(Extracted data entries)
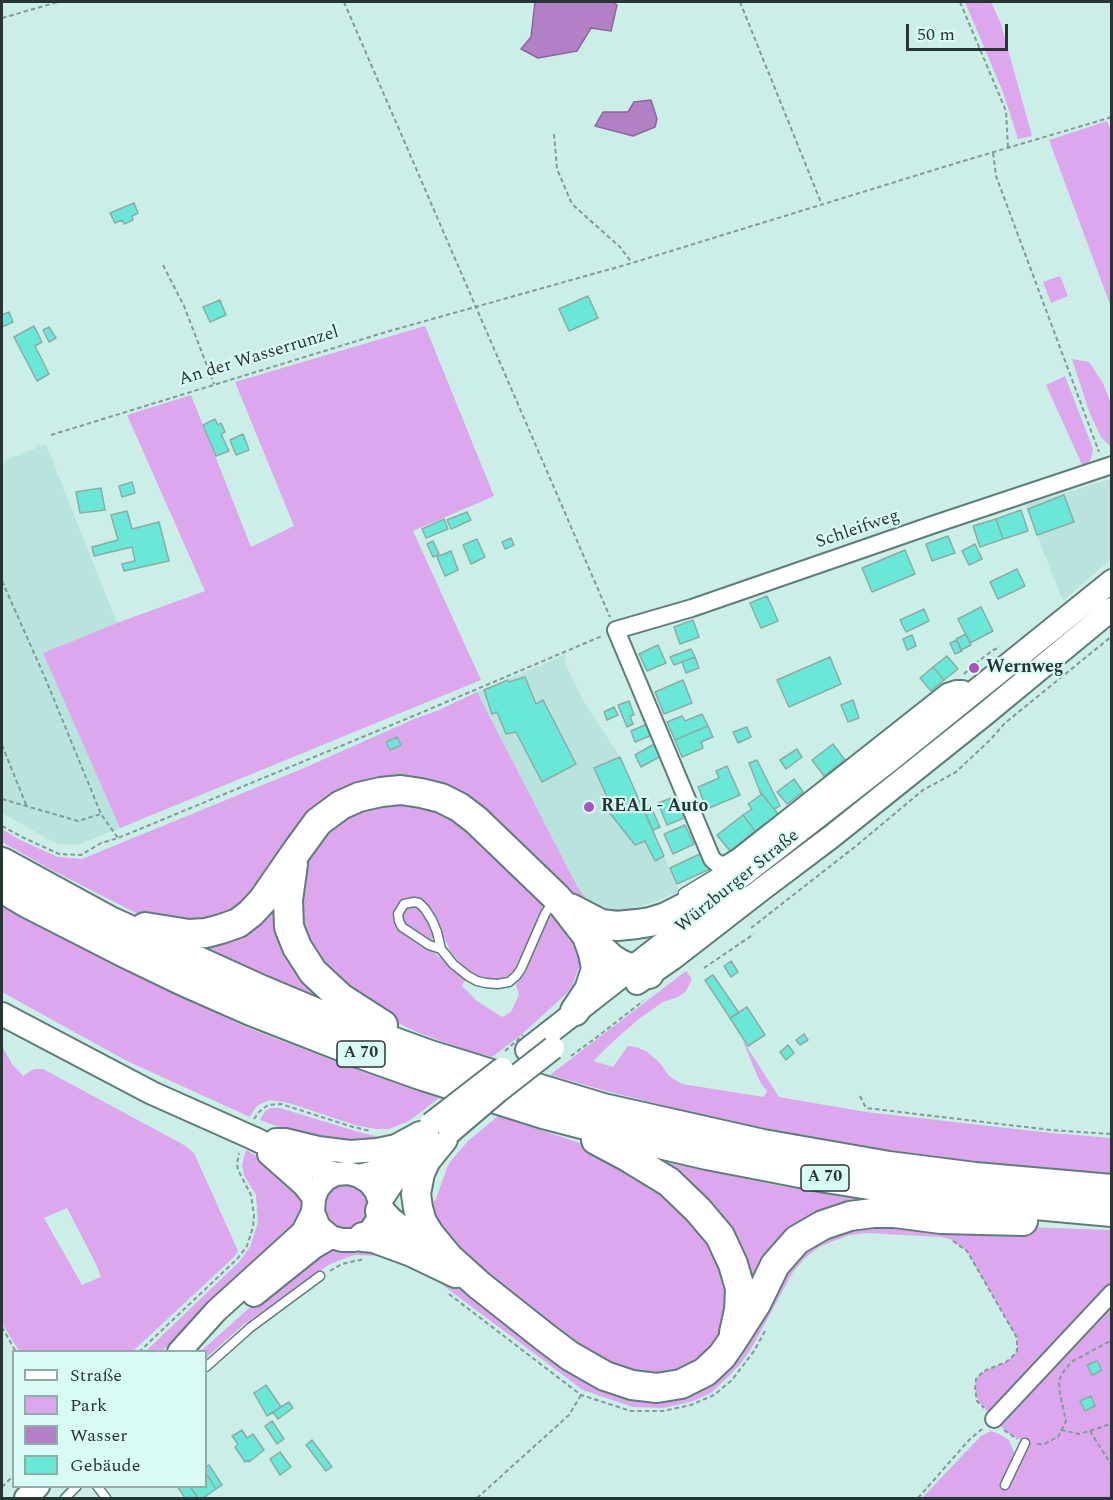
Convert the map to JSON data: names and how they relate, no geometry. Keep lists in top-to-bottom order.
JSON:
{
  "streets": {
    "highway": ["A 70"],
    "main road": ["Würzburger Straße"],
    "street": ["Schleifweg"],
    "path": ["An der Wasserrunzel"]
  },
  "places": ["Wernweg", "REAL - Auto"],
  "legend": [
    "Straße",
    "Park",
    "Wasser",
    "Gebäude"
  ],
  "scale_bar": "50 m"
}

#### Problem
Copy every entry exactly, leaving out the pictures.

#### Your response
Convert the map to JSON data: names and how they relate, no geometry. Keep lists in top-to-bottom order.
JSON:
{
  "streets": {
    "highway": ["A 70"],
    "main road": ["Würzburger Straße"],
    "street": ["Schleifweg"],
    "path": ["An der Wasserrunzel"]
  },
  "places": ["Wernweg", "REAL - Auto"],
  "legend": [
    "Straße",
    "Park",
    "Wasser",
    "Gebäude"
  ],
  "scale_bar": "50 m"
}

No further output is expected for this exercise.